Если новая родина, Эрец‑Исраэль, так и не стала для Элишевы настоящим домом, а мечта о «возвращении», выраженная в «Тайных песнях», обернулась разочарованием, то где же тогда искать утешение «лишнему человеку»?
Ответ на этот вопрос, возможно, звучит в ее стихотворении 1926 года «На берегу Кинерета», в котором лирическая героиня сидит на берегу озера, вслушиваясь в шепот волн, хранящих «тайны мира». Финальные строки звучат так: «Нет, не здесь буду я петь… / Здесь сяду я между морем и небом, / И подумаю, что, быть может, пришел конец, / Что душа моя нашла свою родину».
Эта «родина души» оказывается не реальным местом на карте, но пониманием того, что подлинная родина поэта лежит за пределами любой территории — в трансцендентном, духовном пространстве.
Образ героини, застывшей в пограничном состоянии — между водой, небом и землей, перекликается с финалом сказки Андерсена «Русалочка», где дочь моря бросается с корабля в воду, но вместо смерти ощущает тепло солнца и обнаруживает, что превратилась в светящийся эфемерный дух — «дочь воздуха». Так и героиня Элишевы обретает покой не в земном пространстве, а в зыбком, духовном измерении «между».

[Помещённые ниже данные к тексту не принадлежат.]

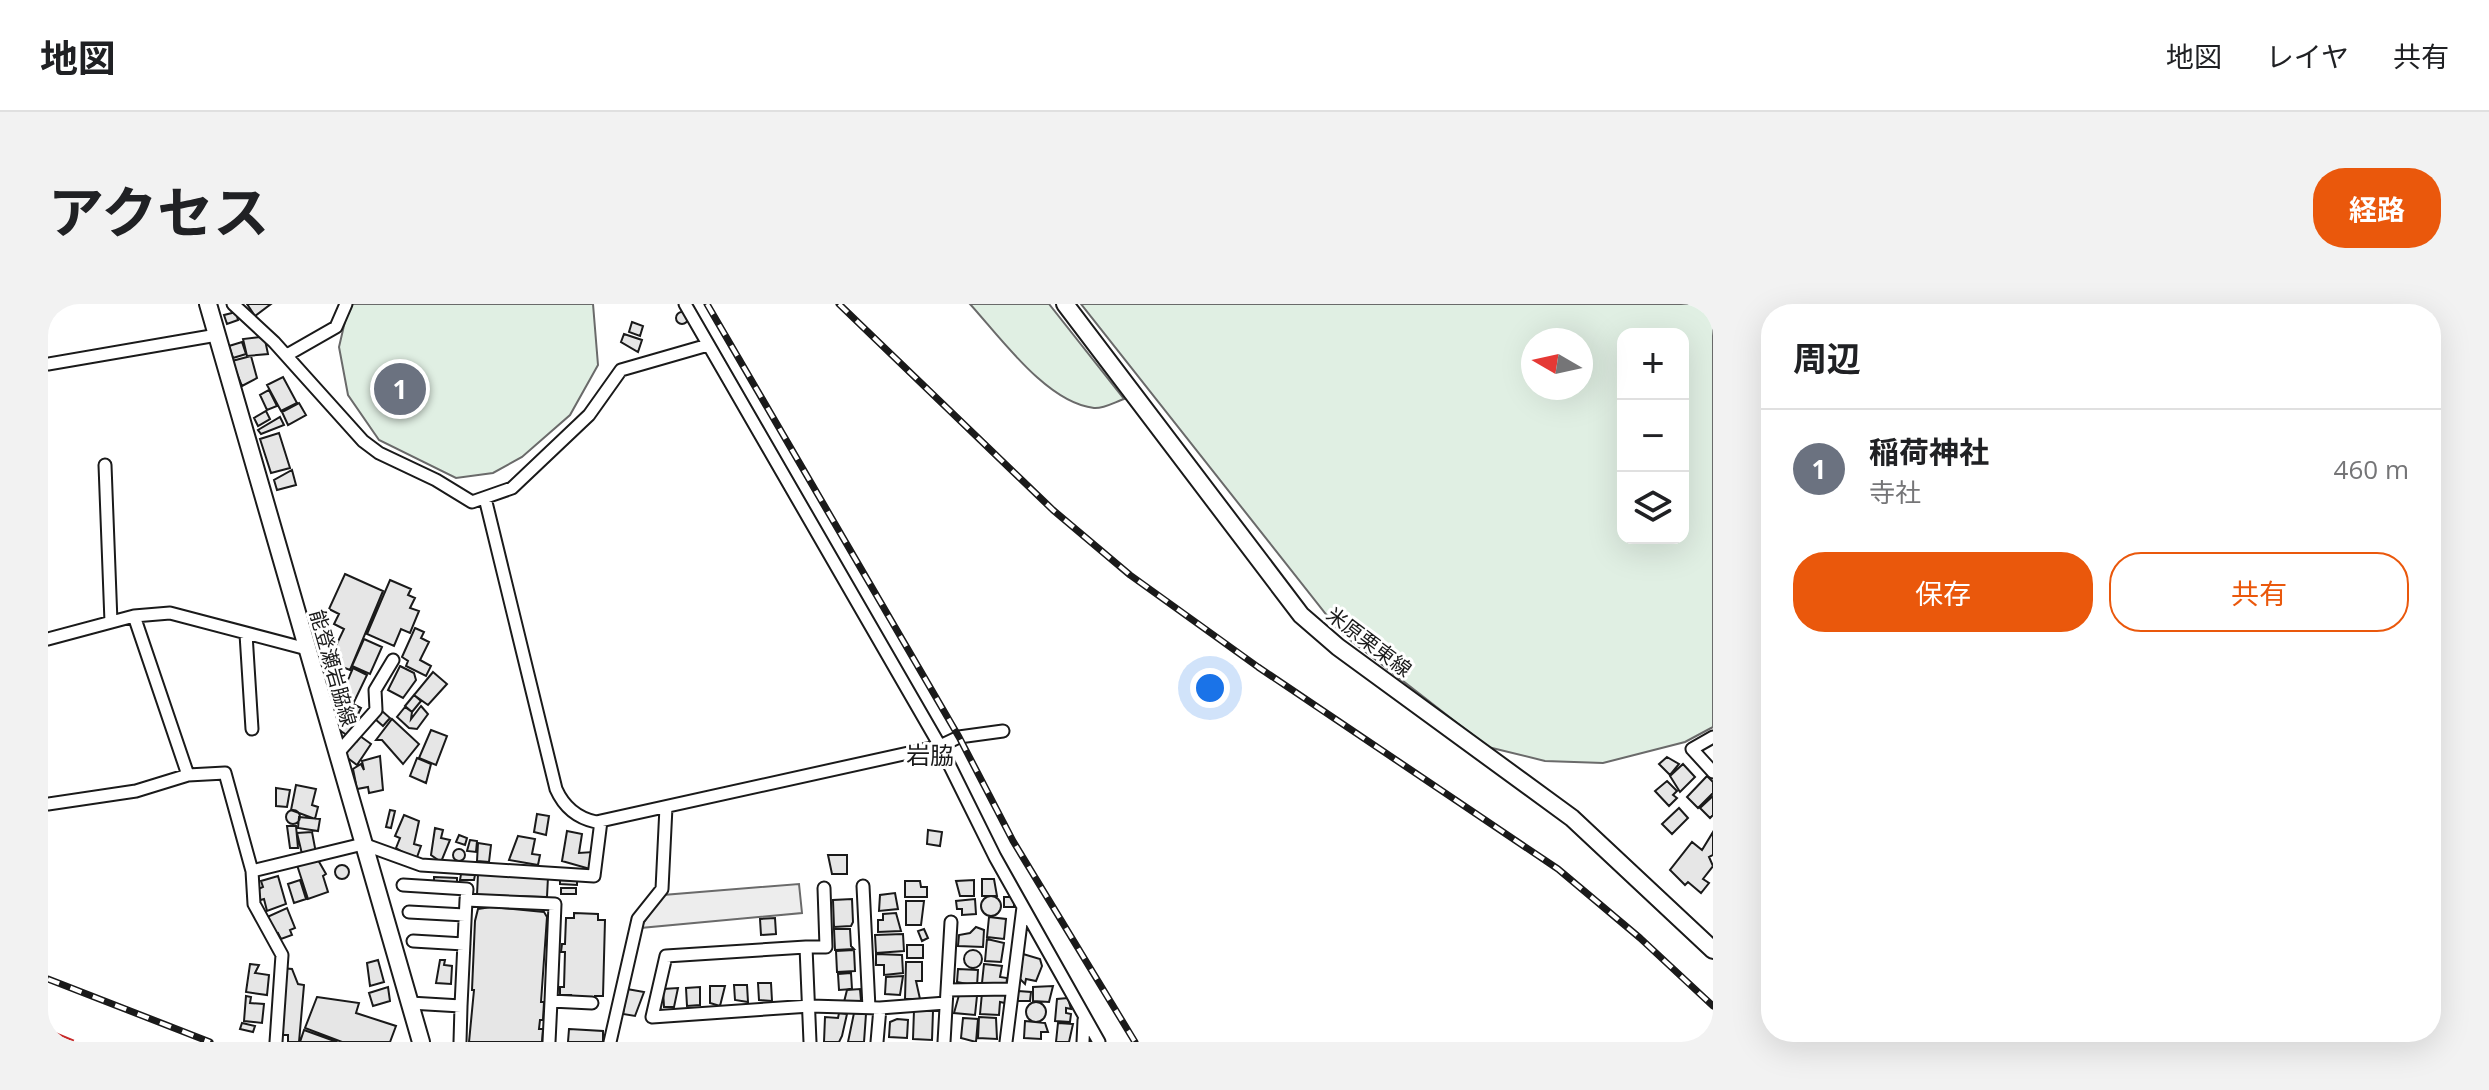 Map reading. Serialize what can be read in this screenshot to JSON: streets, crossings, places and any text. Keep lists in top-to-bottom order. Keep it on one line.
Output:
{"streets":{"main road":["米原栗東線","能登瀬岩脇線"]},"districts":["岩脇"],"north":"left","page":{"header":"地図","nav":["地図","レイヤ","共有"],"title":"アクセス","buttons":["経路",["保存","共有"]],"heading":"周辺","map_buttons":["+","−"],"pins":"1","list":[{"mark":"1","name":"稲荷神社","note":"寺社","value":"460 m"}]}} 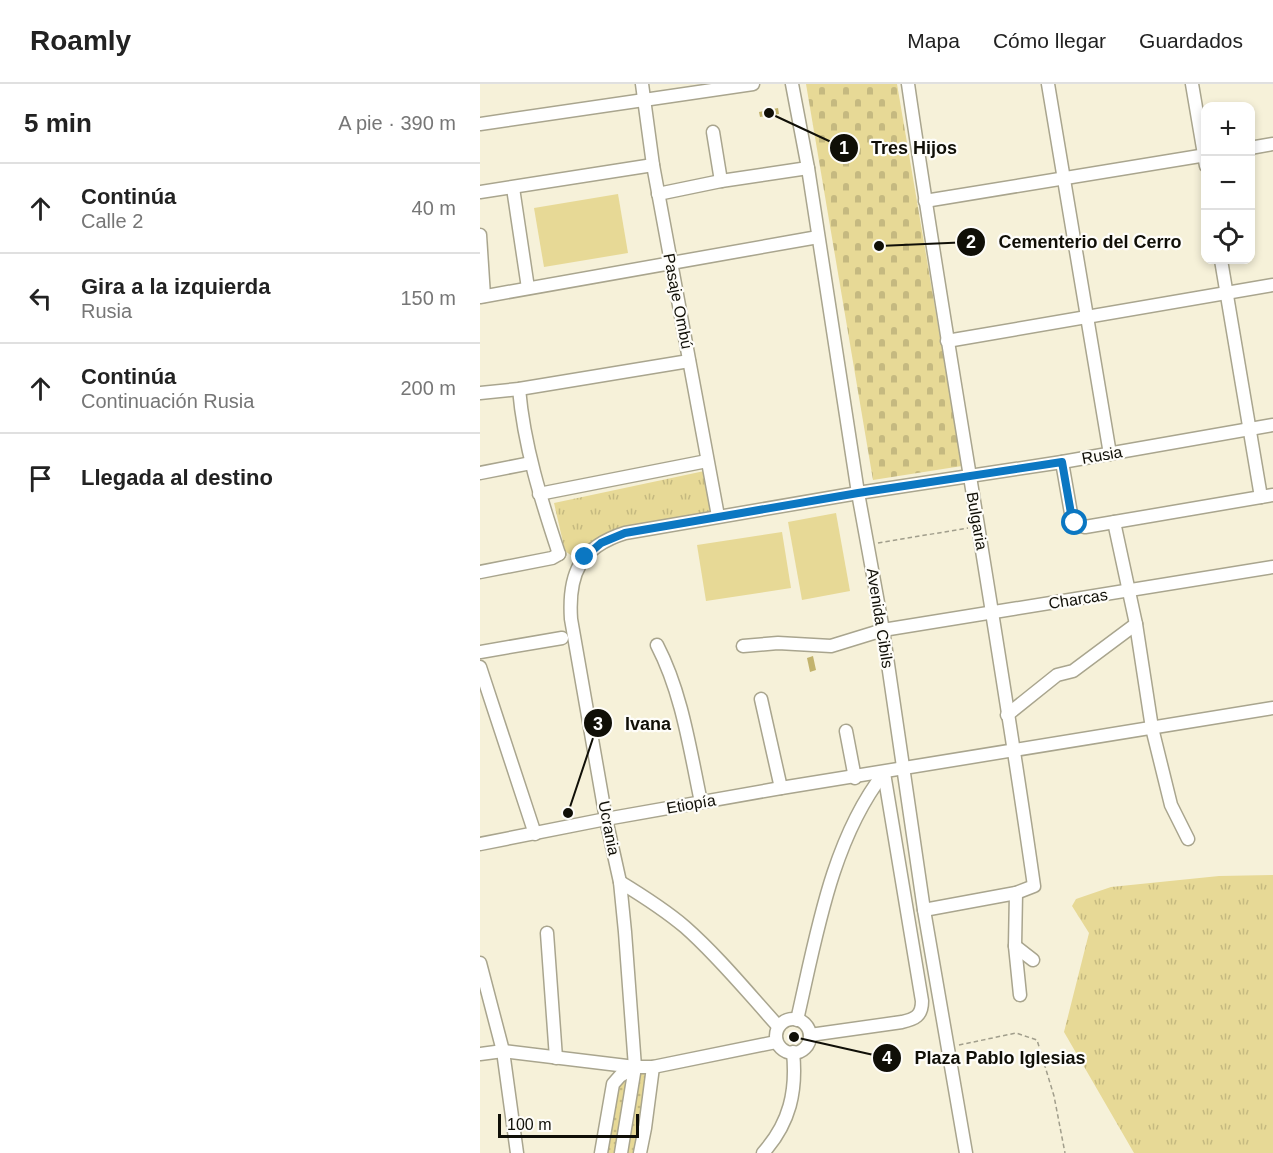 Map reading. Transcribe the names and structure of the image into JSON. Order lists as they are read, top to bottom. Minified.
{"streets":{"street":["Pasaje Ombú","Rusia","Bulgaria","Charcas","Avenida Cibils","Etiopía","Ucrania"]},"crossings":[["Pasaje Ombú","Rusia"],["Rusia","Bulgaria"],["Rusia","Avenida Cibils"],["Rusia","Ucrania"],["Bulgaria","Charcas"],["Bulgaria","Etiopía"],["Charcas","Avenida Cibils"],["Avenida Cibils","Etiopía"],["Etiopía","Ucrania"]],"places":["Tres Hijos","Cementerio del Cerro","Ivana","Plaza Pablo Iglesias"],"scale_bar":"100 m","page":{"header":"Roamly","nav":["Mapa","Cómo llegar","Guardados"],"heading":["5 min","A pie · 390 m"],"map_buttons":["+","−"],"list":[["Continúa","Calle 2","40 m"],["Gira a la izquierda","Rusia","150 m"],["Continúa","Continuación Rusia","200 m"],"Llegada al destino"],"scale":"100 m"}} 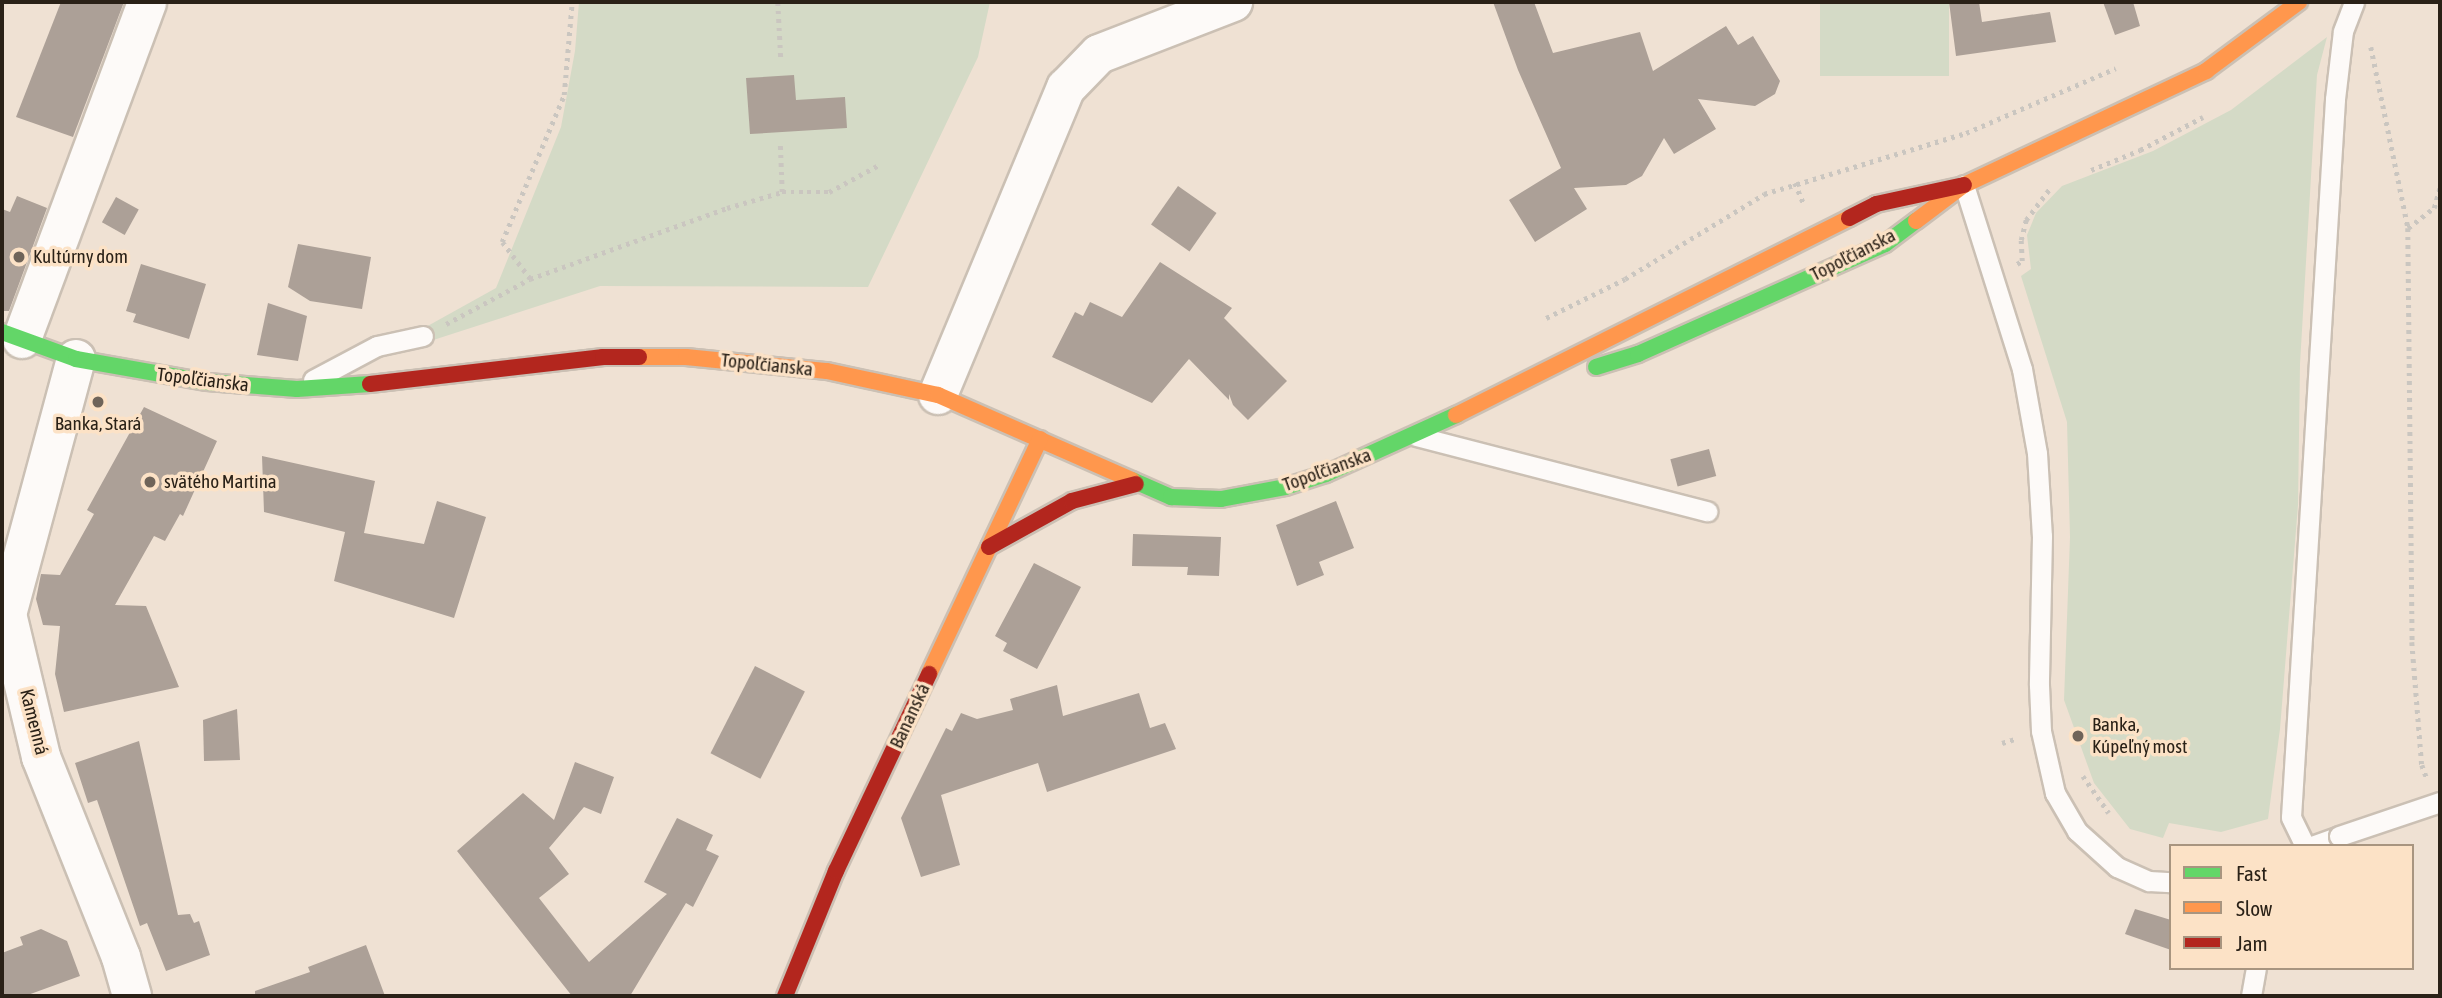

Двойственность, пронизывающая всю ее жизнь и творчество — разрыв между национальной и религиозной принадлежностью (Элишева не прошла гиюр), — оказывается неразрешимым конфликтом в физическом мире. Но поэтесса выбирает выход в трансцендентное: на берегу Кинерета она прозревает метафизику непринадлежности, где конец странствиям означает не обретение дома, а освобождение от иллюзии возможности укорениться в нем.
Критика XX века нередко прочитывала фигуру Элишевы через архетип Руфи — «иностранки», присоединившейся к народу Израиля. Но в ее стихах эта история звучит трагически: желание обрести дом разбивается о реальность, «родина» так и остается миражом на горизонте.
Подлинный дом Элишевы — не место на карте, но вечное странствие между языками и культурами.